* WHAT NEEDS TO BE DONE *
Please return the lines of the data that contain "function".
======
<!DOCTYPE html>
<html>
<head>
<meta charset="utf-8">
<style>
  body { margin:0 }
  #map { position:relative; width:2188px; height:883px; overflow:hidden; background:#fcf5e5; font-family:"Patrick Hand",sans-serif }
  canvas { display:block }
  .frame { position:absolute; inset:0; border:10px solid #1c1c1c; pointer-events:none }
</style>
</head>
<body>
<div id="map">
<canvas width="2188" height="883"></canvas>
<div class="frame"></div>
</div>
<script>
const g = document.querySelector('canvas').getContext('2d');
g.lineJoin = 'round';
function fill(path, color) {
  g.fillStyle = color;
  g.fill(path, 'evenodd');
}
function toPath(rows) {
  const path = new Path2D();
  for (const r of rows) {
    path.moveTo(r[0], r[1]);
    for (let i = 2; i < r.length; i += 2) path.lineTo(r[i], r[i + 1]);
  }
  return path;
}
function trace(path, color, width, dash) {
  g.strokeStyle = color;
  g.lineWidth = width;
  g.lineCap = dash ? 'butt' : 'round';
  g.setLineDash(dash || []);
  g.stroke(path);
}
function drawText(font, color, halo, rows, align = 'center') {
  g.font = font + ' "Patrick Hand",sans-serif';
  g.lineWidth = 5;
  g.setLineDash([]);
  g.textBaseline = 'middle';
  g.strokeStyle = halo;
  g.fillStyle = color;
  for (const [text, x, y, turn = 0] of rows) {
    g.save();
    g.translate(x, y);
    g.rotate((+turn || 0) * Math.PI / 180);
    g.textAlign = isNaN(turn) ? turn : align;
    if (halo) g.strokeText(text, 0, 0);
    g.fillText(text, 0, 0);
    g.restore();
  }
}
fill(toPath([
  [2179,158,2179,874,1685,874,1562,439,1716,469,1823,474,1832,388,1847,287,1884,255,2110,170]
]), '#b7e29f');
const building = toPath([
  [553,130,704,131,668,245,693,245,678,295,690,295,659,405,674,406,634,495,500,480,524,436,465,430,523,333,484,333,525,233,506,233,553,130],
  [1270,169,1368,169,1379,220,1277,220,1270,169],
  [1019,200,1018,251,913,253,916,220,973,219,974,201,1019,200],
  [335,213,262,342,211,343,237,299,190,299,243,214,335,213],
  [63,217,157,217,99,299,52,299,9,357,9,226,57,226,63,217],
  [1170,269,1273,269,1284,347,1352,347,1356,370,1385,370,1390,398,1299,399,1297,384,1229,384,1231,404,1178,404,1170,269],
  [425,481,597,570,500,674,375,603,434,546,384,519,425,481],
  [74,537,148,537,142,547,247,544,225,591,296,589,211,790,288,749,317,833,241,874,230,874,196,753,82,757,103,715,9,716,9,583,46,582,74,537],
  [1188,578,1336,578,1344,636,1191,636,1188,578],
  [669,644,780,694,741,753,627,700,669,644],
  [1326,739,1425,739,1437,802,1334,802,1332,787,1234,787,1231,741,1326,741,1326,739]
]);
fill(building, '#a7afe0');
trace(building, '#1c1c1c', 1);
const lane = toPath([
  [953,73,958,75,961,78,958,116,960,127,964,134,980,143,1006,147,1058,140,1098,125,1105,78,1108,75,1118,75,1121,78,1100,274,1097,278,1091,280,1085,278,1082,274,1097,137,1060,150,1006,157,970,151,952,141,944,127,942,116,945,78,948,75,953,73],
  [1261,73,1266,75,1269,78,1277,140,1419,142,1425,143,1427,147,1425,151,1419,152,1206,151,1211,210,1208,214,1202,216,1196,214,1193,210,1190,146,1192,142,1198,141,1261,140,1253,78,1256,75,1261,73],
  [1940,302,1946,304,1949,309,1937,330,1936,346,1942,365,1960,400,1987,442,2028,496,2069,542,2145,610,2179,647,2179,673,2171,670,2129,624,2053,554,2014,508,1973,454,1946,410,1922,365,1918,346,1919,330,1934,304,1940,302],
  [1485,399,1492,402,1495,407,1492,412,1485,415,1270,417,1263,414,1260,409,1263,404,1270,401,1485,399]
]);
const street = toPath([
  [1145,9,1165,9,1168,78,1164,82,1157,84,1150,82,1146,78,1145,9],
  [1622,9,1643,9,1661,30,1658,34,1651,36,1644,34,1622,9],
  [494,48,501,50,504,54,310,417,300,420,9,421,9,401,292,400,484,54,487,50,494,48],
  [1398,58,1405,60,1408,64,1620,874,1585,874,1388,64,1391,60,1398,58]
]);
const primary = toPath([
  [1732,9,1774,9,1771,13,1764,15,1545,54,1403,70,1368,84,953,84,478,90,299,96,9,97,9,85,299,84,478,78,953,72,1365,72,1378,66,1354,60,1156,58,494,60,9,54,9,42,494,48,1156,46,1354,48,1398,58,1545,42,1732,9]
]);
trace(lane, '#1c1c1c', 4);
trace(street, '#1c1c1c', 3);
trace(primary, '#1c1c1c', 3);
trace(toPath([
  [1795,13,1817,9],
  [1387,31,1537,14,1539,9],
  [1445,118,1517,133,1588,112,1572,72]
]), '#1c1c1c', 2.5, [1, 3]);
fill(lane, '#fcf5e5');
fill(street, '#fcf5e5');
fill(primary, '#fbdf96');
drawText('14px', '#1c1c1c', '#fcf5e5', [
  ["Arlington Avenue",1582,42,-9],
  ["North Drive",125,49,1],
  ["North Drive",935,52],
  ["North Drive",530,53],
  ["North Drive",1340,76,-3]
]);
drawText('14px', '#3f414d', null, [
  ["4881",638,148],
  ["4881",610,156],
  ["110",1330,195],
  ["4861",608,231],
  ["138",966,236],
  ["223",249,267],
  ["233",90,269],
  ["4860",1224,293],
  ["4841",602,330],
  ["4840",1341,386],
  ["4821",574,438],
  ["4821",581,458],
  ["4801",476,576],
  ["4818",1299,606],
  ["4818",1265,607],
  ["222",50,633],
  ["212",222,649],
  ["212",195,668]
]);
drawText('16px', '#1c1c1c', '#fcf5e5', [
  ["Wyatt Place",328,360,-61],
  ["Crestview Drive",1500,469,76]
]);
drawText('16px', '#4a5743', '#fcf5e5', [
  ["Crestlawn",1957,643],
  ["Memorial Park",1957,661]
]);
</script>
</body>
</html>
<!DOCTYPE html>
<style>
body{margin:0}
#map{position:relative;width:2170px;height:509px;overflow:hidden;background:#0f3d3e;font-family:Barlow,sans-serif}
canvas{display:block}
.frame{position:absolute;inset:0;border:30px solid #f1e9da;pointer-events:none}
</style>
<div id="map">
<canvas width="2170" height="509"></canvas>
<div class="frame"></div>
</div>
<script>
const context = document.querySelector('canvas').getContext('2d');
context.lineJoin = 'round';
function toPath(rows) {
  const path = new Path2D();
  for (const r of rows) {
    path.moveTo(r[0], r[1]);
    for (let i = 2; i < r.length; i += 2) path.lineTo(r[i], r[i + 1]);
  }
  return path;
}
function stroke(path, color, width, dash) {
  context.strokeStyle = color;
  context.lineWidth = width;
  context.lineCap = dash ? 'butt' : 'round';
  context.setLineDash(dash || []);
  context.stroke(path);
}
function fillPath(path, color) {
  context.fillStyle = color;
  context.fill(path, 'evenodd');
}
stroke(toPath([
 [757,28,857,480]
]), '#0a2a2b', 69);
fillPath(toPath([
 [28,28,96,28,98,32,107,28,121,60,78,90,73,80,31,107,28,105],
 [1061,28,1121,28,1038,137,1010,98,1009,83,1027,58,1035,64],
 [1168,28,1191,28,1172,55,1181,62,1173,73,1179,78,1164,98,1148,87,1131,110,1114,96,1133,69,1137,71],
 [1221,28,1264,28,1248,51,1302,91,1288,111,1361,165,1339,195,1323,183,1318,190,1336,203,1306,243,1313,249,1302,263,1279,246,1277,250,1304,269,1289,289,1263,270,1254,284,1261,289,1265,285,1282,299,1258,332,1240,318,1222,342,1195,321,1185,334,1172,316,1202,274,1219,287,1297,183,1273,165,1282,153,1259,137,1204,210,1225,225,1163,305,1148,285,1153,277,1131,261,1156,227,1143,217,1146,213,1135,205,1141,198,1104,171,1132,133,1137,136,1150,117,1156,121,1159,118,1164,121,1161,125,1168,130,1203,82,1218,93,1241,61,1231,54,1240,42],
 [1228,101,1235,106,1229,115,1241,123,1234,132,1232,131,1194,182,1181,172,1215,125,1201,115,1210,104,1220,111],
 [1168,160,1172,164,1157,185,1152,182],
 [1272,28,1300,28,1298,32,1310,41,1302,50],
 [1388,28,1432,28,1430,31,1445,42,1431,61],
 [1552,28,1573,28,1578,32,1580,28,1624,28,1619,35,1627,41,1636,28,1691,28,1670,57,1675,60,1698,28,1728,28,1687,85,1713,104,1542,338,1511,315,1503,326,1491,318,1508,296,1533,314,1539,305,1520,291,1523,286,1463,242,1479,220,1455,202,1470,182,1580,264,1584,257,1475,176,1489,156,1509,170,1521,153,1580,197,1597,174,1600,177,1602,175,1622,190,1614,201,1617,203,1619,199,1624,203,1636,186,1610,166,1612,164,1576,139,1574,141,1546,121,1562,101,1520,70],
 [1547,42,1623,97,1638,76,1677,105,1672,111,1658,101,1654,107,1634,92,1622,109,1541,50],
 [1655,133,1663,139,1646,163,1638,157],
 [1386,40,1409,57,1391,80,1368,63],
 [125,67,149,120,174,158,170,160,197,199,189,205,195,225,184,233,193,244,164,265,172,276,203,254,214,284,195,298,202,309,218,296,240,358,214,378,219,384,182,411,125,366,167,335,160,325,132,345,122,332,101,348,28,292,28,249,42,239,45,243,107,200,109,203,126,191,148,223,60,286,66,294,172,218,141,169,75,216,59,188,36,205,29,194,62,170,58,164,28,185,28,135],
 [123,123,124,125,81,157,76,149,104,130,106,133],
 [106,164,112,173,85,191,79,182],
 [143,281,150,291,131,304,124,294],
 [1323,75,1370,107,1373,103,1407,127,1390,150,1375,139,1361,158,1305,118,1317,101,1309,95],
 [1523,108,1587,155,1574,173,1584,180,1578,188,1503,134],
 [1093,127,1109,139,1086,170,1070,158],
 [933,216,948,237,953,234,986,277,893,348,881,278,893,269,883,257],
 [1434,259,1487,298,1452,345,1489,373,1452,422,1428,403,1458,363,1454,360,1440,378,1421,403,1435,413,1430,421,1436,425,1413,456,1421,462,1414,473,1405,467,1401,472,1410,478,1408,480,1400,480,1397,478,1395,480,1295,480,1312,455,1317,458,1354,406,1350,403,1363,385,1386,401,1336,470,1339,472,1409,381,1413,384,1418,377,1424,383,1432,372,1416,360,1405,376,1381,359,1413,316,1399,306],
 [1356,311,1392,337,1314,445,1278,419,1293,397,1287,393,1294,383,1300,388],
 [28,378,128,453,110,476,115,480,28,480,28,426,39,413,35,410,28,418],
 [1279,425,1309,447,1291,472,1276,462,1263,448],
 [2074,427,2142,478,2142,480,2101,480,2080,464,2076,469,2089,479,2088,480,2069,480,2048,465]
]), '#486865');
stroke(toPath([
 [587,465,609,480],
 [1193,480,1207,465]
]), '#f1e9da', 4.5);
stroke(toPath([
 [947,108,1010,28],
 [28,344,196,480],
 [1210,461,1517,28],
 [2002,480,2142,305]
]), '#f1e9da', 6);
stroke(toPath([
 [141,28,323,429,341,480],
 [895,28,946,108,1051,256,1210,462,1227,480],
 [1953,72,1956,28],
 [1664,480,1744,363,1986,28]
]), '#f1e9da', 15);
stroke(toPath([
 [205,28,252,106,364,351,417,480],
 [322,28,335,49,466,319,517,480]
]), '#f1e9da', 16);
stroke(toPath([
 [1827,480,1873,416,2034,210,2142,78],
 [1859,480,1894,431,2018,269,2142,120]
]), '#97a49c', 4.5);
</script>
======
* RESPONSE TO THE TASK *
function fill(path, color) {
function toPath(rows) {
function trace(path, color, width, dash) {
function drawText(font, color, halo, rows, align = 'center') {
function toPath(rows) {
function stroke(path, color, width, dash) {
function fillPath(path, color) {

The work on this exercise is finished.